(Stored items)
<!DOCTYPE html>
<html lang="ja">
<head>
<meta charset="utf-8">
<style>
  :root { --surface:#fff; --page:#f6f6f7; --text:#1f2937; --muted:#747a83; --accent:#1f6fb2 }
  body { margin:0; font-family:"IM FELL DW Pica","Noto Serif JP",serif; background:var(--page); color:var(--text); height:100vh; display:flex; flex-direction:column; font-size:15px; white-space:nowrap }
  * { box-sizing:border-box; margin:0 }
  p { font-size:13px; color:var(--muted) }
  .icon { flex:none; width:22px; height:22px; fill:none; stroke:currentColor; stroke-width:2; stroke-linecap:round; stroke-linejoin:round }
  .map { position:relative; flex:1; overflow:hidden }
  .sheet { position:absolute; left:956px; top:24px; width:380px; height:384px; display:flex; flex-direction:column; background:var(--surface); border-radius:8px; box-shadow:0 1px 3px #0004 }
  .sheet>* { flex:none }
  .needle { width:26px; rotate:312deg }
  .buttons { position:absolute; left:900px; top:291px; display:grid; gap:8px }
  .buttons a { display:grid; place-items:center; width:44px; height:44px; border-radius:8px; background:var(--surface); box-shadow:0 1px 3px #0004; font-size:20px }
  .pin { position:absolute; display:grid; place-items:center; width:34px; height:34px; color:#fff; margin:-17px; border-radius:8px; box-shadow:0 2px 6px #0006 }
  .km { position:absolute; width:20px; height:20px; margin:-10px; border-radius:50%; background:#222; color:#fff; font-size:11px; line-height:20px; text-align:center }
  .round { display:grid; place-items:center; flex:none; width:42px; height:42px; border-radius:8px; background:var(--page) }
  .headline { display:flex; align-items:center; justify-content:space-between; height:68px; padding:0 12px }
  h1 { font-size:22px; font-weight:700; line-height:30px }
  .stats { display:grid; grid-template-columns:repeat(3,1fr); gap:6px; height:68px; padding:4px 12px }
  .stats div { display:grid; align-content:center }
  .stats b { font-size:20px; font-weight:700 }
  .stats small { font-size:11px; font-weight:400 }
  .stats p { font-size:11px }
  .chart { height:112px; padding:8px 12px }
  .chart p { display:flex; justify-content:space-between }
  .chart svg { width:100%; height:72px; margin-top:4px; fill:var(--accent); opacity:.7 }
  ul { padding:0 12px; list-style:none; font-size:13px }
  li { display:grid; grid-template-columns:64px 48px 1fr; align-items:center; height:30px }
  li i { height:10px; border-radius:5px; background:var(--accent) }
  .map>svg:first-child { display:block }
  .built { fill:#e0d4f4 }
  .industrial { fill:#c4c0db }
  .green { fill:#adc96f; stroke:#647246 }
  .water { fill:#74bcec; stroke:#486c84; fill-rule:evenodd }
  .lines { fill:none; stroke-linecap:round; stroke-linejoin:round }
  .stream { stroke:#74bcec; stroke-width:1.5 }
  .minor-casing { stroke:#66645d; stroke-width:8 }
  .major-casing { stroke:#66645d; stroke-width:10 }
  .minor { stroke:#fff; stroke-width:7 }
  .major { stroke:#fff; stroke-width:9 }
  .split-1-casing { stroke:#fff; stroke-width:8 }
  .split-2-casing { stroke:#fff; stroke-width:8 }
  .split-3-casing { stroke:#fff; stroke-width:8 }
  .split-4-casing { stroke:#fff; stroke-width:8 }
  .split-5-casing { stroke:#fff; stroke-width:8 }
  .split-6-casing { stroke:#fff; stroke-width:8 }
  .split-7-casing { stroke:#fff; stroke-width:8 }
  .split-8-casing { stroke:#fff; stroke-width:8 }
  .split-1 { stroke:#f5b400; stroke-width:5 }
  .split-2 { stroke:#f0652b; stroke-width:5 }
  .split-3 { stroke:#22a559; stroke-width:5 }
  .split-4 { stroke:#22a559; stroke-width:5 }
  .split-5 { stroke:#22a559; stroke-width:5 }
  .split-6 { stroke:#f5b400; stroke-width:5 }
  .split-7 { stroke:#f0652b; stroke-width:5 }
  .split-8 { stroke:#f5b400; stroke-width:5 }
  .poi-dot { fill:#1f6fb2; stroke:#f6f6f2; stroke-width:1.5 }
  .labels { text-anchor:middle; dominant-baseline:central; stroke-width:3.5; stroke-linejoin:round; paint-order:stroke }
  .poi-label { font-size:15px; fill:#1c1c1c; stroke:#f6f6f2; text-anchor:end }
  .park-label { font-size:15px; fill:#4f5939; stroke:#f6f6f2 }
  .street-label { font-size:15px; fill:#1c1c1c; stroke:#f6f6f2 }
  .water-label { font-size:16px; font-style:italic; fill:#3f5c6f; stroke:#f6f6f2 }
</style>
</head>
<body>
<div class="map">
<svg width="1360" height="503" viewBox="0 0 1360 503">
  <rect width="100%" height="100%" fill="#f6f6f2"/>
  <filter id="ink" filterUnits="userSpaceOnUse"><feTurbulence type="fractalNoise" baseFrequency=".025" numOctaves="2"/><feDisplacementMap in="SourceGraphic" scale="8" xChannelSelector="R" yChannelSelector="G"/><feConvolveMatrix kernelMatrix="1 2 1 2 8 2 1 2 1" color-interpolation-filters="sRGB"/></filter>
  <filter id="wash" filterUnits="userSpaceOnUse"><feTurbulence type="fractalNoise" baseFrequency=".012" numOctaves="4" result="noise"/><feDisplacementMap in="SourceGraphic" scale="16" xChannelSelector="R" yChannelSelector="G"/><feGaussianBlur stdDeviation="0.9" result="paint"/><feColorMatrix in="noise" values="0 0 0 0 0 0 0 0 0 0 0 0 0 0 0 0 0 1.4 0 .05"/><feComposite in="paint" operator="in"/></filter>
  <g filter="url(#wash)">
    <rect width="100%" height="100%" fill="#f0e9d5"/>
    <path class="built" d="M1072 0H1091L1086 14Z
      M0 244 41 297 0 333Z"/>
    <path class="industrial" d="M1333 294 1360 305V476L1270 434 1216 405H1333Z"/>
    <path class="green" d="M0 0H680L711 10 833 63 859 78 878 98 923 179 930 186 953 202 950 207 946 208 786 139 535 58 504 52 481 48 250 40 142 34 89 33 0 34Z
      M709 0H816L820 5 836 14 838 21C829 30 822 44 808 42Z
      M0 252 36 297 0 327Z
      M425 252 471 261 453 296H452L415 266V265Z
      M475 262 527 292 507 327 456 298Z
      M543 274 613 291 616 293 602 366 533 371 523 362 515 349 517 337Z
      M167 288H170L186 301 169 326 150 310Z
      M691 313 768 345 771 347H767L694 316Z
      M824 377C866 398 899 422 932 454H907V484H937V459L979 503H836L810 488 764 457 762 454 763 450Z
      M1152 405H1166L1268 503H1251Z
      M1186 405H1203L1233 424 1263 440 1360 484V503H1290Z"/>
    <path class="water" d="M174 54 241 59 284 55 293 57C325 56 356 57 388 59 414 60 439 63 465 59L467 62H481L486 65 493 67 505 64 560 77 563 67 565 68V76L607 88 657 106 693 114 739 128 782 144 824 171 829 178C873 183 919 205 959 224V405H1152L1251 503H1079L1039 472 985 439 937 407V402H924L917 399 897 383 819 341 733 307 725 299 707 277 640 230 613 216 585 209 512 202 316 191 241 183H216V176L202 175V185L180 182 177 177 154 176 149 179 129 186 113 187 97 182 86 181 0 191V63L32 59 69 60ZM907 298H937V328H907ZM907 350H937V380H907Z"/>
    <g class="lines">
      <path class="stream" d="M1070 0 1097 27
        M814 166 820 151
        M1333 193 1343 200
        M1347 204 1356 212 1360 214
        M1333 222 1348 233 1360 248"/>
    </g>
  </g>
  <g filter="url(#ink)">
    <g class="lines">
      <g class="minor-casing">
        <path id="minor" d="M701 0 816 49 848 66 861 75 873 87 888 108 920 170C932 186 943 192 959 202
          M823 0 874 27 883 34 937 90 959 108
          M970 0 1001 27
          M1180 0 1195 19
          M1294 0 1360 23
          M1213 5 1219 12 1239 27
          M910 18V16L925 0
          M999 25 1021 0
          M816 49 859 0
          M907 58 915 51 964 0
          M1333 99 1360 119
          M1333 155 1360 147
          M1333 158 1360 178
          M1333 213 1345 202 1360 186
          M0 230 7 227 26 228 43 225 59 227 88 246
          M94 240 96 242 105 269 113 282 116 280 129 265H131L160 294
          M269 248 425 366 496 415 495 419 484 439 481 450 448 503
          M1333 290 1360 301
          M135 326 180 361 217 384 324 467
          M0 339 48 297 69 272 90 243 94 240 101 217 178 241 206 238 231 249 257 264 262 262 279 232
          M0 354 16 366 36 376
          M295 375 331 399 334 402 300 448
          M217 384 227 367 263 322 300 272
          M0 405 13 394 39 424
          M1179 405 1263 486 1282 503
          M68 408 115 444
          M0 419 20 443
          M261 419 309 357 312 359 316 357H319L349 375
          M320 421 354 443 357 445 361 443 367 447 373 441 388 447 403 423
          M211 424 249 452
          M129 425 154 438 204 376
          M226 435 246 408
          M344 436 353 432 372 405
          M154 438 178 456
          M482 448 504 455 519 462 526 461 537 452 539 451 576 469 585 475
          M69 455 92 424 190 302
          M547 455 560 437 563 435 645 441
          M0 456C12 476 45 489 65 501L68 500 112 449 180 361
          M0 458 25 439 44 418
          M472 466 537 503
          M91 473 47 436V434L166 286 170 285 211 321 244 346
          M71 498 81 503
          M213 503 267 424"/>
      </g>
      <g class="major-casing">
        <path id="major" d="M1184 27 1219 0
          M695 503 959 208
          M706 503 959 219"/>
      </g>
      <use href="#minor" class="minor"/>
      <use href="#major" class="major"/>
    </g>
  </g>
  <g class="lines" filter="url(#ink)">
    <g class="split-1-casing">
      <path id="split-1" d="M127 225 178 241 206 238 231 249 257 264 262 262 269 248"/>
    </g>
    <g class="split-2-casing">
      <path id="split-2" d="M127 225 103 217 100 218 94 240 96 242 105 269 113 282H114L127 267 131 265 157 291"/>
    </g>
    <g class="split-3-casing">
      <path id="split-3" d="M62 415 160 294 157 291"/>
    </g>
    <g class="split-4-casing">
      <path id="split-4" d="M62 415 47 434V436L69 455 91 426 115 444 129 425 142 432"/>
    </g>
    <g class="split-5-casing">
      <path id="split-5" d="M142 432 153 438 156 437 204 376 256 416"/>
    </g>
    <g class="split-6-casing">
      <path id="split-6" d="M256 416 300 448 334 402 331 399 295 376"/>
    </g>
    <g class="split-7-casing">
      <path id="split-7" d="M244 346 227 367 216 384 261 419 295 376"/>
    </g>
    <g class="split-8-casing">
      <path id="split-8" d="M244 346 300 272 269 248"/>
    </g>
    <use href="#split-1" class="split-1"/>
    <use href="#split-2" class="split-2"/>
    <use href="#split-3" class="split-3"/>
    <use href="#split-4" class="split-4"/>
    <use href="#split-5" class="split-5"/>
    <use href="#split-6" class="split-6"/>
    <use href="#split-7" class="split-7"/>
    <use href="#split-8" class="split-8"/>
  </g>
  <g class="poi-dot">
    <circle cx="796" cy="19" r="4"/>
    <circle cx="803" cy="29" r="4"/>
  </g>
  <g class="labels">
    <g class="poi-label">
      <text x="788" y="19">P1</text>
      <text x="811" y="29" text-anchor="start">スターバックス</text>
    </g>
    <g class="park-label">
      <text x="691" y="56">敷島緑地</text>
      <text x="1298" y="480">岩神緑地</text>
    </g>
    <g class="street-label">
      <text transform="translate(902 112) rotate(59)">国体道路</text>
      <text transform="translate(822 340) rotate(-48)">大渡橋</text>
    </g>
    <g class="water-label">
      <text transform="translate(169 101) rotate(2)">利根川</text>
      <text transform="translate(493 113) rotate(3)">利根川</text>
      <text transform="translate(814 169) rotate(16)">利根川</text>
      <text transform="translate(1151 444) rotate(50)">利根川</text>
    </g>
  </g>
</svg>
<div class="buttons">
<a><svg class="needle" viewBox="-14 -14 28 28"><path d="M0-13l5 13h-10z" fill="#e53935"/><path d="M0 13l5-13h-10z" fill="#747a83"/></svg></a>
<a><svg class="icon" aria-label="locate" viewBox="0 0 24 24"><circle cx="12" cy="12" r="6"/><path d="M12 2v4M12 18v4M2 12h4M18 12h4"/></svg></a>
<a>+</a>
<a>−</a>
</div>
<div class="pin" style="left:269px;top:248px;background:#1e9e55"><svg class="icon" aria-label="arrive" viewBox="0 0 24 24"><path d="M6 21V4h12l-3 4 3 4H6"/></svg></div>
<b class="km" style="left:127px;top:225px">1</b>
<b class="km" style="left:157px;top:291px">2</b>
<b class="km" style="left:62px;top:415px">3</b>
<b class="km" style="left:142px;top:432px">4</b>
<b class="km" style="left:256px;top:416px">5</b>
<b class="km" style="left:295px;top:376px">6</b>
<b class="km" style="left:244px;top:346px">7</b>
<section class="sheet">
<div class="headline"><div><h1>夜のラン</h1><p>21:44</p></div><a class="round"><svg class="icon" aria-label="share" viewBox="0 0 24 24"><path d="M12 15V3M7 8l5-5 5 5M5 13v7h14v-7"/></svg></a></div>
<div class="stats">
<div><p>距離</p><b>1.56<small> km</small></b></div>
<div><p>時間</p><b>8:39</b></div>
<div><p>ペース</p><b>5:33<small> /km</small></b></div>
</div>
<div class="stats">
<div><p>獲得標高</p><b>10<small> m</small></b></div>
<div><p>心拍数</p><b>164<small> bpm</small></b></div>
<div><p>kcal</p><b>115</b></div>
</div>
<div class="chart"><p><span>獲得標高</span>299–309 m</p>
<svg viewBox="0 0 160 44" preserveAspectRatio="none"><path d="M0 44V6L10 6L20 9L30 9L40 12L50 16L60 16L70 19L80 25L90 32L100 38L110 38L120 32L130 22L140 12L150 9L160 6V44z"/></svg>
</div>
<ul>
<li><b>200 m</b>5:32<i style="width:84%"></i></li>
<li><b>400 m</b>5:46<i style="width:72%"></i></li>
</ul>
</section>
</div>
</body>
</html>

● Your task
Which lines of the records contain the word "wash"? Copy each of them.

● Your solution
  <filter id="wash" filterUnits="userSpaceOnUse"><feTurbulence type="fractalNoise" baseFrequency=".012" numOctaves="4" result="noise"/><feDisplacementMap in="SourceGraphic" scale="16" xChannelSelector="R" yChannelSelector="G"/><feGaussianBlur stdDeviation="0.9" result="paint"/><feColorMatrix in="noise" values="0 0 0 0 0 0 0 0 0 0 0 0 0 0 0 0 0 1.4 0 .05"/><feComposite in="paint" operator="in"/></filter>
  <g filter="url(#wash)">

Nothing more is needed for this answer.